Since he was 12 years old, Josh S. Tatum has known he wanted to be an attorney because the lawyers he knew were some of the finest people he encountered. His sense of ethical commitment is highlighted by his graduating from school with a Juris Doctor and a Master’s in Divinity. Josh practices in appeals, participating in more than 35 cases before state and federal appellate courts in just two years of practice. He is especially proud of the amicus brief he authored in the Indiana school voucher case that the Indiana Supreme Court ruled on in March 2013. Josh is bright, able and enthusiastic and is considered by his mentor George Plews as someone who will have a longstanding and significant impact on the legal community.

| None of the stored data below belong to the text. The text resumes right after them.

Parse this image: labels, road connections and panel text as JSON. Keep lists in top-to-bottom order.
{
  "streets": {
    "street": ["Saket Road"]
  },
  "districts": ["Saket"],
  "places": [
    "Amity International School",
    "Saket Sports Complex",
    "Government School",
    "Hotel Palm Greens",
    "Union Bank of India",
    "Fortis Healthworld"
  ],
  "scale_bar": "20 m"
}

If you could take a sabbatical from the law for a year to work your fantasy job, what job would you choose?
President of Wabash College. Wabash is an institution that changed my life starting with my enrollment and continuing today. The faculty, fellow alumni, friends and family have been a close community that challenged me to shape my identity more than any other. It’s my fantasy job because it would be a thrill to help lead that community in striving toward its mission.

If you could go back in time, “when” would you go to and what would you do?
I would meet my first ancestors who immigrated to the United States and learn about what motivated them to make such a dramatic change in their lives.

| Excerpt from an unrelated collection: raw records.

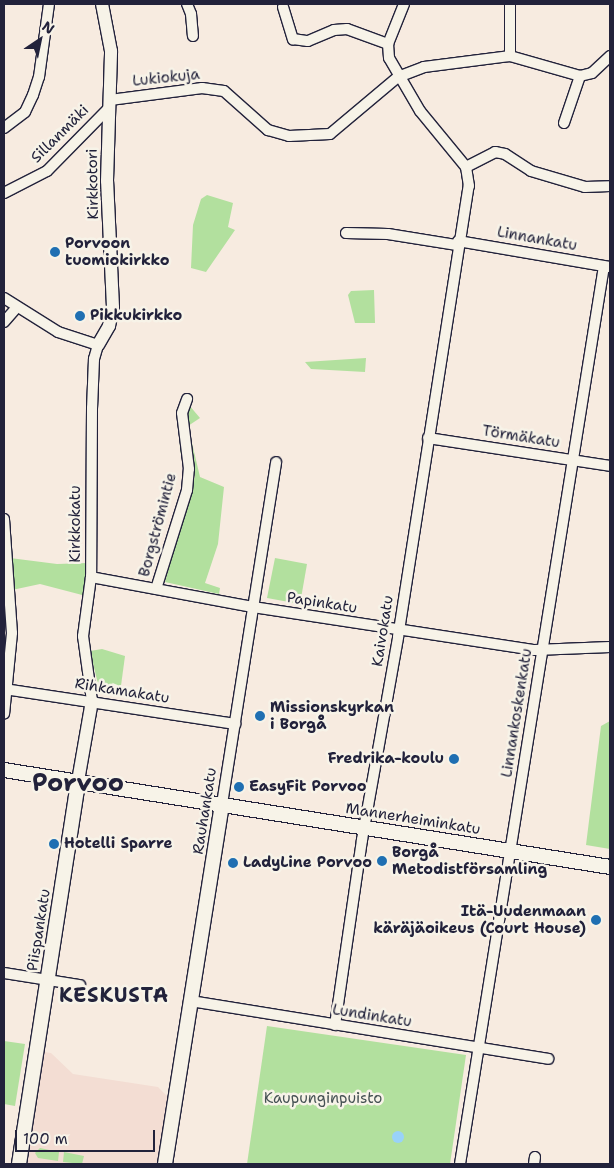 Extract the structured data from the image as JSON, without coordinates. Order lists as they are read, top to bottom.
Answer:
{
  "streets": {
    "main road": ["Rauhankatu", "Mannerheiminkatu", "Piispankatu"],
    "street": [
      "Lukiokuja",
      "Sillanmäki",
      "Kirkkotori",
      "Linnankatu",
      "Törmäkatu",
      "Kirkkokatu",
      "Borgströmintie",
      "Papinkatu",
      "Kaivokatu",
      "Rihkamakatu",
      "Linnankoskenkatu",
      "Lundinkatu"
    ]
  },
  "crossings": [
    ["Lukiokuja", "Sillanmäki"],
    ["Lukiokuja", "Kirkkotori"],
    ["Sillanmäki", "Kirkkotori"],
    ["Kirkkotori", "Kirkkokatu"],
    ["Linnankatu", "Kaivokatu"],
    ["Linnankatu", "Linnankoskenkatu"],
    ["Törmäkatu", "Kaivokatu"],
    ["Törmäkatu", "Linnankoskenkatu"],
    ["Kirkkokatu", "Papinkatu"],
    ["Kirkkokatu", "Rihkamakatu"],
    ["Kirkkokatu", "Piispankatu"],
    ["Borgströmintie", "Papinkatu"],
    ["Papinkatu", "Kaivokatu"],
    ["Papinkatu", "Linnankoskenkatu"],
    ["Papinkatu", "Rauhankatu"],
    ["Kaivokatu", "Mannerheiminkatu"],
    ["Kaivokatu", "Lundinkatu"],
    ["Rihkamakatu", "Rauhankatu"],
    ["Rihkamakatu", "Piispankatu"],
    ["Linnankoskenkatu", "Mannerheiminkatu"],
    ["Linnankoskenkatu", "Lundinkatu"],
    ["Rauhankatu", "Mannerheiminkatu"],
    ["Rauhankatu", "Lundinkatu"],
    ["Mannerheiminkatu", "Piispankatu"]
  ],
  "districts": ["Porvoo", "KESKUSTA"],
  "parks": ["Kaupunginpuisto"],
  "places": [
    "Porvoon tuomiokirkko",
    "Pikkukirkko",
    "Missionskyrkan i Borgå",
    "Fredrika-koulu",
    "EasyFit Porvoo",
    "Hotelli Sparre",
    "Borgå Metodistförsamling",
    "LadyLine Porvoo",
    "Itä-Uudenmaan käräjäoikeus (Court House)"
  ],
  "scale_bar": "100 m",
  "north": "top right"
}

In life or law, what bugs you?
Bad writing.

If you could meet and spend a day with one lawyer from history, who would it be and why?
Abraham Lincoln. His writing and rhetoric are the most concise and powerful I have come across from any lawyer. I’d love to talk to him about how he developed closing arguments, brought cases to resolution, and drafted his speeches. His great accomplishments as president too often overshadow his great skill as an attorney.

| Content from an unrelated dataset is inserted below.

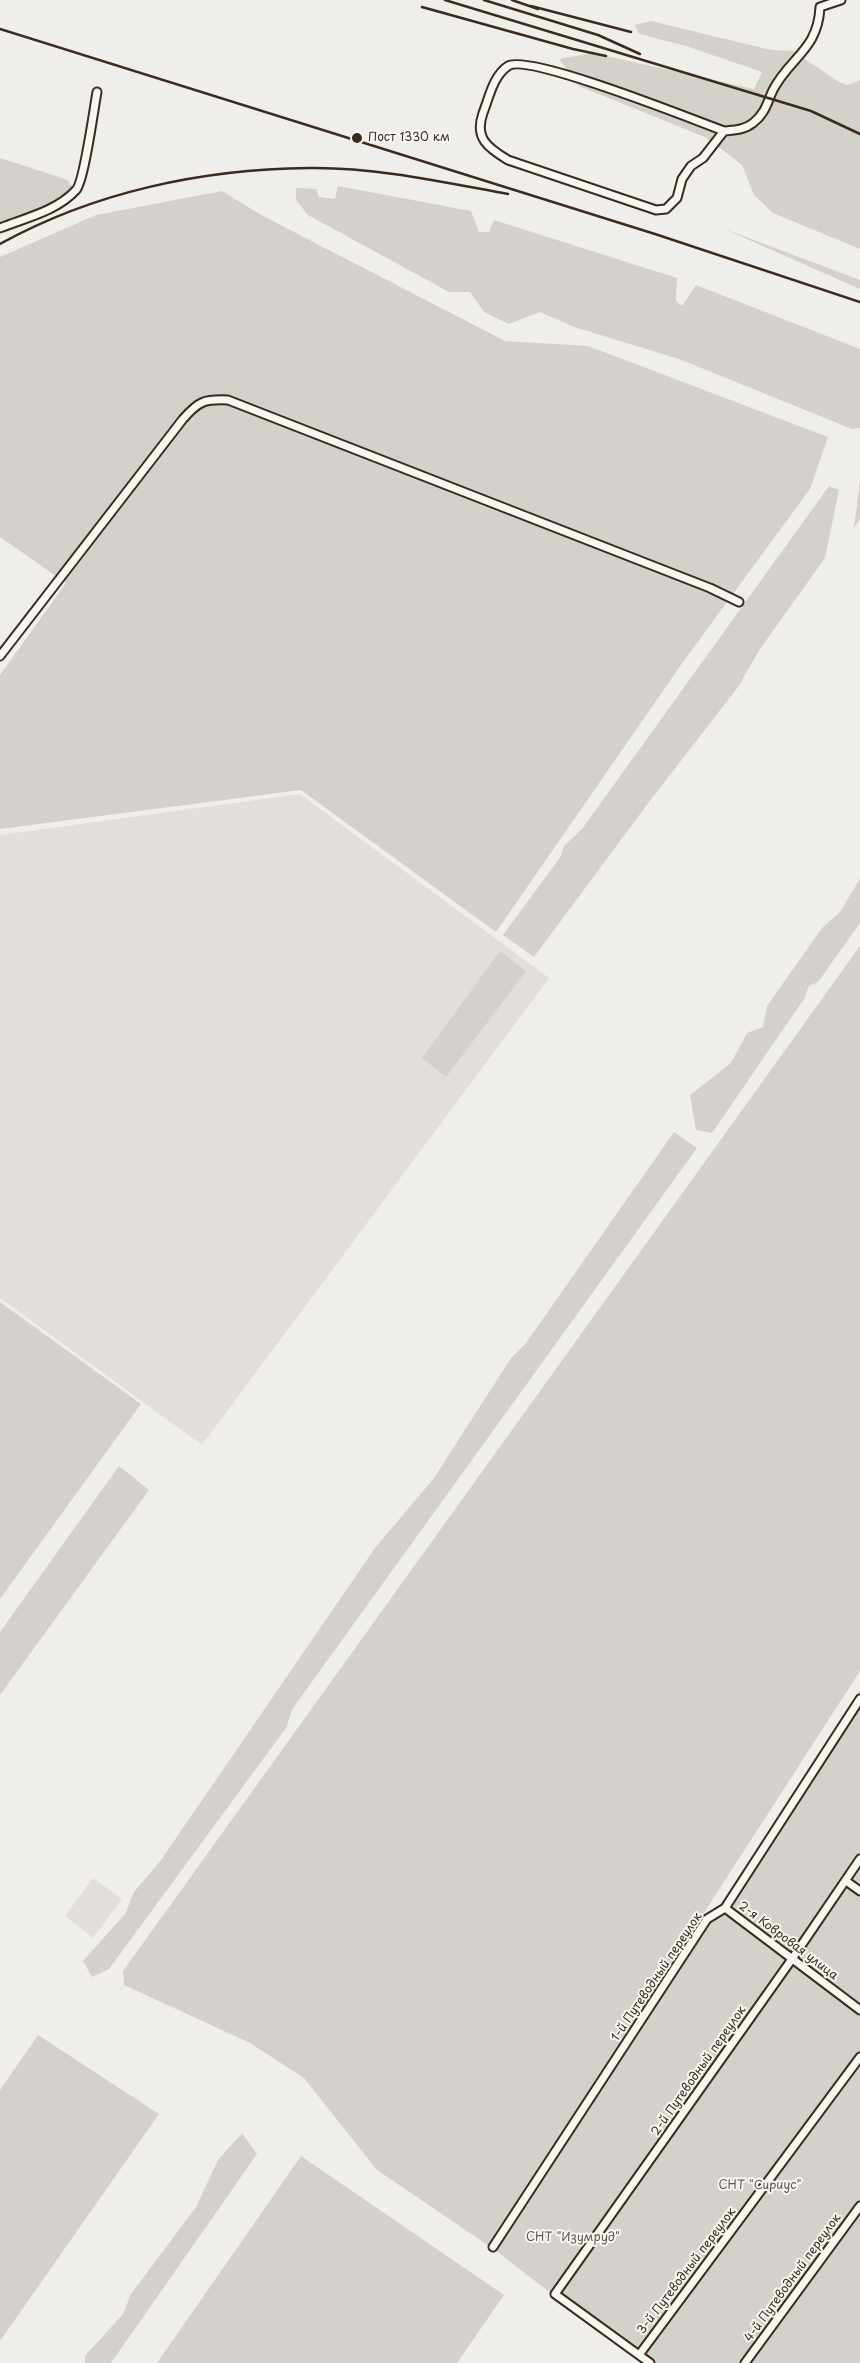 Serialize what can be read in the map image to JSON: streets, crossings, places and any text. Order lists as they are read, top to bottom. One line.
{"streets":{"street":["2-я Ковровая улица","1-й Путеводный переулок","2-й Путеводный переулок","3-й Путеводный переулок","4-й Путеводный переулок"]},"crossings":[["2-я Ковровая улица","1-й Путеводный переулок"],["2-я Ковровая улица","2-й Путеводный переулок"],["2-й Путеводный переулок","3-й Путеводный переулок"]],"parks":["СНТ \"Сириус\"","СНТ \"Изумруд\""],"places":["Пост 1330 км"]}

If you could have one superpower, what would it be?
The ability to slow down time.

What’s the most important thing your mentor has taught you?
Kindness demonstrates strength rather than weakness.

What do you find scary?
Student loans.

What class in law school did you find the most difficult?
Contracts.

What civic cause is the most important to you?
Indiana YMCA Youth and Government. It’s a civic-education program that brings high-school students from across the state to participate in a model government at the Indiana Statehouse for a weekend. Students play the roles of legislators, the governor, secretary of state, Supreme Court justices, media correspondents and others. My wife and I are alumni of the program and both want young Hoosiers to internalize the Y’s values and Youth and Government’s motto, “Democracy must be learned by each generation.”

If you could pick a theme song to describe your life, what would it be?
“Back Home Again in Indiana.”

Would a world without 24/7 technology be a good or bad thing?
I’m agnostic on this. Electronics can be used for good or bad. Technology has always posed problems. Advances in metallurgy made for better plows and for better weapons. The printing press similarly had two sides. “Technology” is just another aspect of life we have to deal with.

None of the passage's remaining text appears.